Prêt pour la manœuvre ?


----------



## Locke (5 Décembre 2018)

Petitblaise a dit:


> /dev/disk2 (disk image):
> #:                       TYPE NAME                    SIZE       IDENTIFIER
> 0:                            CCCOMA_X64FRE_FR-FR... +5.1 GB     disk2


C'est un fichier .iso provenant du programme Insider de chez Microsoft qu'il ne faut pas utiliser !

Quel est le modèle exact de ton Mac qui nous est tristement inconnu, que dis /A propos de ce Mac ?


----------



## Petitblaise (5 Décembre 2018)

Locke a dit:


> C'est un fichier .iso provenant du programme Insider de chez Microsoft qu'il ne faut pas utiliser !
> 
> Quel est le modèle exact de ton Mac qui nous est tristement inconnu, que dis /A propos de ce Mac ?



J'ai un MacBook Pro (13-inch, 2017, Four Thunderbolt 3 Ports)


----------



## Petitblaise (5 Décembre 2018)

macomaniac a dit:


> Bonsoir *Petiblaise
> *
> Voici le partitionnement primaire de ton disque -->
> 
> ...



 Je suis assez novice comme je vous l'ai dis donc oui je pense être prêt mais il faut me guider précisément


----------



## Locke (5 Décembre 2018)

Petitblaise a dit:


> J'ai un MacBook Pro (13-inch, 2017, Four Thunderbolt 3 Ports)

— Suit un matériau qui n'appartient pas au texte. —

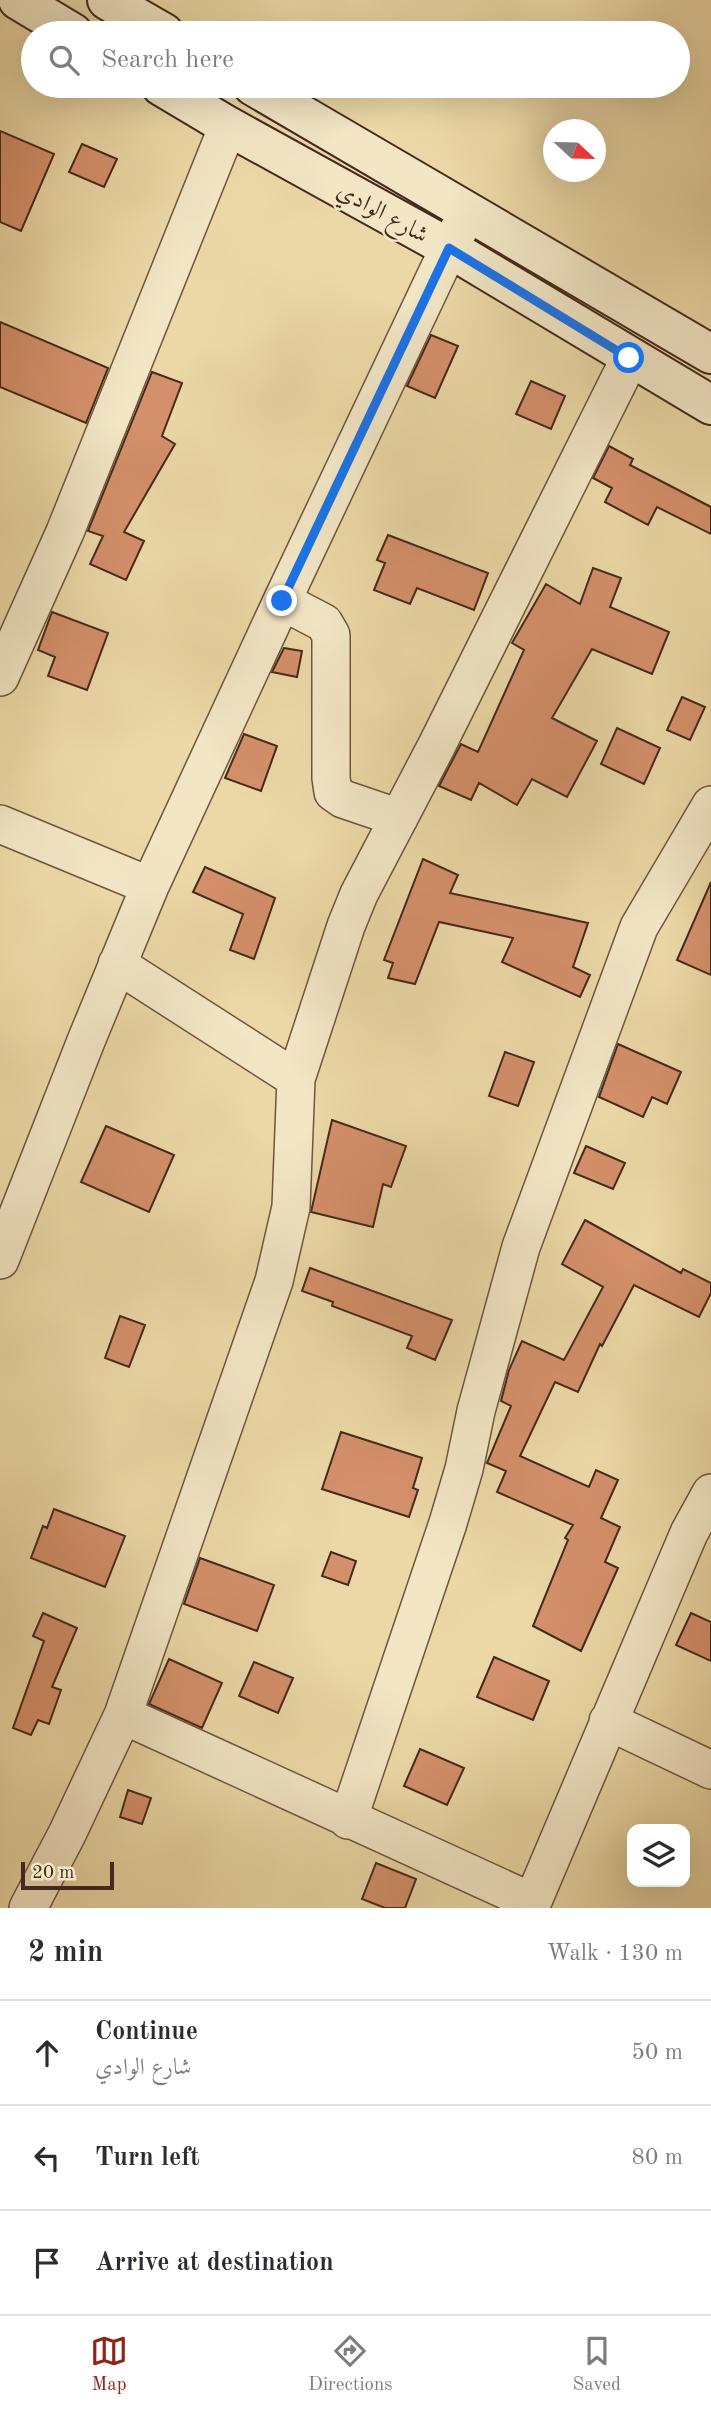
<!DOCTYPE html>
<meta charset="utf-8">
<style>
body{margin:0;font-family:"Old Standard TT",Amiri,serif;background:#f2f2f3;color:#2b2b33}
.controls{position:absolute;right:21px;bottom:21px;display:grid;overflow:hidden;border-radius:14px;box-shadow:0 7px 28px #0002}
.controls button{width:63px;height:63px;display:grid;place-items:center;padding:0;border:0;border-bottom:2px solid #e1e1e2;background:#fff;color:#2b2b33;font:35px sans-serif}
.compass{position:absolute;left:543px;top:119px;width:63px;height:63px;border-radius:50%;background:#fff;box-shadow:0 7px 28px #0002;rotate:112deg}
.scale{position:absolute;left:21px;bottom:18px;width:93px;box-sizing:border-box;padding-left:7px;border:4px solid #45291c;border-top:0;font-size:19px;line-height:24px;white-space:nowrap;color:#45291c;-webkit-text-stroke:5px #f2e6c5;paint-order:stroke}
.stop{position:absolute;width:21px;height:21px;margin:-16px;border:5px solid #1a73e8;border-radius:50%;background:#fff}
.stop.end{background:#1a73e8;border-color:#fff;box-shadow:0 2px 7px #0008}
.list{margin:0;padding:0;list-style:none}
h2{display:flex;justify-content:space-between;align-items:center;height:91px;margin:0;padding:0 28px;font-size:30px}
h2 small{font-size:23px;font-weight:400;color:#7c7c81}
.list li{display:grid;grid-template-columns:46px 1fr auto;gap:21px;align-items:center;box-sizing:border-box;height:105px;padding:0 28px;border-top:2px solid #e1e1e2}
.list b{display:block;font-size:26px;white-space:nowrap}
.list p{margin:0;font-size:23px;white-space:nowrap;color:#7c7c81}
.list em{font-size:23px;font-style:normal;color:#7c7c81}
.icon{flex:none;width:38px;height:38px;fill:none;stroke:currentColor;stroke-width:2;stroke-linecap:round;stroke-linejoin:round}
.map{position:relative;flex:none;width:711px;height:1908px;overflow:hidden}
.search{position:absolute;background:#fff;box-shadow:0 7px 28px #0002;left:21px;right:21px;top:21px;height:77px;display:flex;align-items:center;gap:18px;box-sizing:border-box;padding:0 24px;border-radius:38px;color:#7c7c81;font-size:26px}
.sheet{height:406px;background:#fff}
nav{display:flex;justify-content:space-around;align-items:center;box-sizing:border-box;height:98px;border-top:2px solid #e1e1e2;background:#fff;font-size:19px;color:#7c7c81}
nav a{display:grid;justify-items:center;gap:4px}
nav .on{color:#8f2418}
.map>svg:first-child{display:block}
.building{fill:#d4906a;stroke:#45291c;stroke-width:2}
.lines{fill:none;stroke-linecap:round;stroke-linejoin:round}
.street-casing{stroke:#6e553e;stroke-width:40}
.secondary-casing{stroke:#45291c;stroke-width:42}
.street{stroke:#f2e6c5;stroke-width:37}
.secondary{stroke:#f2e6c5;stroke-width:38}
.route{stroke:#1a73e8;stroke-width:9}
.labels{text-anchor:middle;stroke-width:5;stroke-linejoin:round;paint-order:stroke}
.street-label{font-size:24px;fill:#45291c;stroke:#f2e6c5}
</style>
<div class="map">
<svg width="711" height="1908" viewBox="0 0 711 1908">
<rect width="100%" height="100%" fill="#ebd8a6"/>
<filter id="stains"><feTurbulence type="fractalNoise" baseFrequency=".00286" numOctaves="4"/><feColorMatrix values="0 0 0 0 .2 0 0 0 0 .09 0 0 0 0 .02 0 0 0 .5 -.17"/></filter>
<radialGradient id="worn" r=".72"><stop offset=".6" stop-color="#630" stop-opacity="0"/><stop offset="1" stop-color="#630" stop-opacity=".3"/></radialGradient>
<path class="building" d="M0,131L54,154L21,231L0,222Z
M82,144L117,159L104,187L69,172Z
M0,322L108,368L86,423L0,387Z
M431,335L458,346L435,398L407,386Z
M152,372L182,383L162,436L175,444L124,532L144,541L126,580L90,564L103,536L88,531Z
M531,381L565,396L551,429L516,414Z
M609,446L633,459L630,465L711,507V534L657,507L648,525L605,502L612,488L593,478Z
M388,535L488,573L474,610L417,588L410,604L374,590L385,563L377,560Z
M593,568L621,578L610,607L669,632L652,674L592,649L552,718L597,741L567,797L532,779L517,805L479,783L471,800L439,786L461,744L478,752L524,650L512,643L546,584L580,604Z
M52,612L108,633L87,690L48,676L55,657L38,650Z
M284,648L302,651L297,677L272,672Z
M682,697L705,707L690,740L667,730Z
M617,728L660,748L644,784L601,764Z
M244,734L277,746L261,791L225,778Z
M423,859L458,875L450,893L588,923L573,967L590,975L580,997L502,962L513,938L439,922L415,984L388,978L393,963L384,960Z
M205,867L275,898L254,959L230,950L243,914L193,892Z
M711,882V975L677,960Z
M618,1044L681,1072L667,1104L652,1097L643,1117L599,1097Z
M505,1052L534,1062L518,1106L489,1096Z
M332,1120L406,1146L391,1187L383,1184L373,1227L311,1212Z
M106,1126L174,1155L149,1212L81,1182Z
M586,1146L625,1163L613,1189L574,1173Z
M585,1220L681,1273L683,1269L711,1283V1293L699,1317L634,1285L602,1346L600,1344L578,1392L555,1382L520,1456L589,1487L596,1470L618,1480L601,1518L620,1527L605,1562L618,1568L581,1651L533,1626L568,1540L565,1538L573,1525L497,1492L506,1471L487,1463L511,1406L501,1401L509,1370L522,1341L564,1360L603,1287L562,1264Z
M310,1268L452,1320L435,1360L407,1348L412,1336L332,1306L333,1302L302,1291Z
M120,1316L145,1325L129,1367L105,1358Z
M341,1432L422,1458L413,1488L418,1490L409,1517L322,1489Z
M54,1509L125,1536L105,1587L31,1558L43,1526L47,1528Z
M331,1552L356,1561L348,1585L322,1576Z
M200,1558L274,1585L257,1631L184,1604Z
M43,1613L77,1628L52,1687L61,1690L49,1724L38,1720L31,1735L13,1728L44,1641L33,1636Z
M691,1613L711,1622V1661L676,1645Z
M494,1657L549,1681L533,1720L477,1697Z
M169,1659L222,1683L202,1728L149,1704Z
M254,1662L293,1678L278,1713L239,1696Z
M420,1749L464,1768L447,1805L404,1786Z
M128,1790L151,1798L142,1824L120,1817Z
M376,1863L416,1879L405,1908H385L362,1899Z"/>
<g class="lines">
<g class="street-casing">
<path id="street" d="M282,601L324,623L331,635V778L333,792L343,799L399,818
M0,677L65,532L228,126
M0,824L150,886
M117,964L296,1079
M0,1260L86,1041L150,886L282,601L449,248L468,212
M123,1715L532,1902
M608,1721L711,1770
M348,1820L448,1523L464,1469L476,1411L521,1247L639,927L711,805
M28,1908L67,1834L123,1715L274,1281L291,1207L296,1079L346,926L359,894L437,745L630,358
M530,1908L689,1533L711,1493"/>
</g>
<g class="secondary-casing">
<path id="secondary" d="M18,0L73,33
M107,0L164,33
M161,86L228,126L449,248L711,405
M253,86L711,354"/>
</g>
<use href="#street" class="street"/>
<use href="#secondary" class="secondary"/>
</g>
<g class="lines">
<path class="route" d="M282,601L449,248L629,358"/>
</g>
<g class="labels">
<g class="street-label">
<text transform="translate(383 212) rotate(29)" y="8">شارع الوادي</text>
</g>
</g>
<rect width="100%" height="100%" filter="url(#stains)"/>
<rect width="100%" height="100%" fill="url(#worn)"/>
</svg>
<div class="controls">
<button><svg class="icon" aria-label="layers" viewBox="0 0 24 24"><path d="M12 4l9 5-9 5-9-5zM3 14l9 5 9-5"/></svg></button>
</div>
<svg class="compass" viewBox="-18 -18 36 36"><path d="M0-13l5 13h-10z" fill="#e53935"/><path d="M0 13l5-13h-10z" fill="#7c7c81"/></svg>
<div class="scale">20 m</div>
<div class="stop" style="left:629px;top:358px"></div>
<div class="stop end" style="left:282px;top:601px"></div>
<div class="search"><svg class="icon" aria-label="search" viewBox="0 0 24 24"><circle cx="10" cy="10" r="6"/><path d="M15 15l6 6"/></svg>Search here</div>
</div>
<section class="sheet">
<h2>2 min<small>Walk · 130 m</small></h2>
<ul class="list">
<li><svg class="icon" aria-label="ahead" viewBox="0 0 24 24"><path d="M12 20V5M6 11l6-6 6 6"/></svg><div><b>Continue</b><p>شارع الوادي</p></div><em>50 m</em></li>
<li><svg class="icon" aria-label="left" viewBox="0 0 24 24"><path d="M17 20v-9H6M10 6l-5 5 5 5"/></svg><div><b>Turn left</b></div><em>80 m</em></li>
<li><svg class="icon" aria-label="arrive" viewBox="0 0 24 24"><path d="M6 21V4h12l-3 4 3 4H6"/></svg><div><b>Arrive at destination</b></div></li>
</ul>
</section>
<nav>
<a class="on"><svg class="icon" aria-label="map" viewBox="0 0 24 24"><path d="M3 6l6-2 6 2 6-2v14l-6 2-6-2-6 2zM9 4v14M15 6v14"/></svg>Map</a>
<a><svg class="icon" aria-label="directions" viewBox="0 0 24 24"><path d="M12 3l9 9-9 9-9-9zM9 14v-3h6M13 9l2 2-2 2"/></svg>Directions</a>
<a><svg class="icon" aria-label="saved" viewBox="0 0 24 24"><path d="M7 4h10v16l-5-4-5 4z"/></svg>Saved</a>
</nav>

Ton problème n'est pas ton MBP mais bel et bien le fichier .iso que je mentionne en réponse #3. Il faut impérativement utiliser la version officielle à télécharger ici... https://www.microsoft.com/fr-fr/software-download/windows10ISO ...en 64 bits. Il faut sélectionner la version d'avril 2018 et le nom exact du fichier .iso est *Win10_1803_French_x64.iso*, ne pas utiliser la version d'octobre 2018 qui pose un problème qui n'est pas encore résolu par Microsoft.


----------



## Petitblaise (5 Décembre 2018)

Locke a dit:


> Ton problème n'est pas ton MBP mais bel et bien le fichier .iso que je mentionne en réponse #3. Il faut impérativement utiliser la version officielle à télécharger ici... https://www.microsoft.com/fr-fr/software-download/windows10ISO ...en 64 bits. Il faut sélectionner la version d'avril 2018 et le nom exact du fichier .iso est *Win10_1803_French_x64.iso*, ne pas utiliser la version d'octobre 2018 qui pose un problème qui n'est pas encore résolu par Microsoft.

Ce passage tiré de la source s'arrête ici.